This photograph was taken by a German soldier in 1943 and shows Caterpillar Valley Cemetery near Longueval on the Somme. Many wonder what the cemeteries looked like during the occupation and it is clear from this image that this was a site being well maintained; many Imperial War Graves Commission gardeners had stayed behind in 1940 and were still doing their pre-war work. In some cases local French people were carrying on with the task. The Germans appear to have let the work continue.
This cemetery took on another importance in 1944 when it became the selected rendezvous point for any air crew shot down in the Amiens Prison Raid in 1944.

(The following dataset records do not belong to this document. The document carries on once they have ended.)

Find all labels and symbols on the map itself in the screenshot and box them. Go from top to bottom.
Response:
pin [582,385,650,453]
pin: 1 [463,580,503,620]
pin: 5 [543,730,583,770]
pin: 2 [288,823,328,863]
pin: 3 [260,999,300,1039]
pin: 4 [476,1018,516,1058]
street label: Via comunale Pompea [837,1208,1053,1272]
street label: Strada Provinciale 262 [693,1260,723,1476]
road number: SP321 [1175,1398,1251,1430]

The Somme front was taken over by British troops from the summer of 1915. The main town that became their staging post in this sector was Albert, a brick built small industrial town but with a huge basilica. The basilica of Notre Dame de Brebières had only been completed in 1895 but was already a centre of pilgrimage. It’s main tower had been struck by a shell in 1915 and the huge golden figure of the Virgin Mary with her outstretched arms holding the infant Jesus hung at a rather precarious angle. French Engineers wired it up to stopping it falling into the square below and the legend grew that ‘when the Virgin fell, the war would end’.
For British troops on the Somme, especially in the lead up to the 1916 Battle when thousands of men arrived, it became a major landmark. The men marched underneath it going to and from the trenches, and could see it from many of the front line positions. Postcard images of it could hardly be produced quickly enough, and were sent home in their sackfulls.
Most Tommies called it the ‘Leaning Virgin’ or the ‘Golden Virgin’. When the Australians arrived in July 1916 they had another name for it – Fanny Durack. Durack was an Australian female olympic swimmer who had won a gold medal in the 1912 Olympics. The Diggers thought it looked like Fanny diving into a swimming pool!
Destroyed by 1918, the Virgin finally fell to British guns when the town was captured in March 1918. Rebuilt in the 1920s, it still dominates the Somme landscape to this day.
Taken at one of the many temporary photographic studios close to the Somme battlefield, this image shows three Sergeant Majors of the 20th Battalion Canadian Infantry CEF on the eve of marching to take part in the attack on Courcelette, on 15th September 1916. On this day the 20th helped capture the village and over the next month were heavily involved in the continued fighting for Regina Trench.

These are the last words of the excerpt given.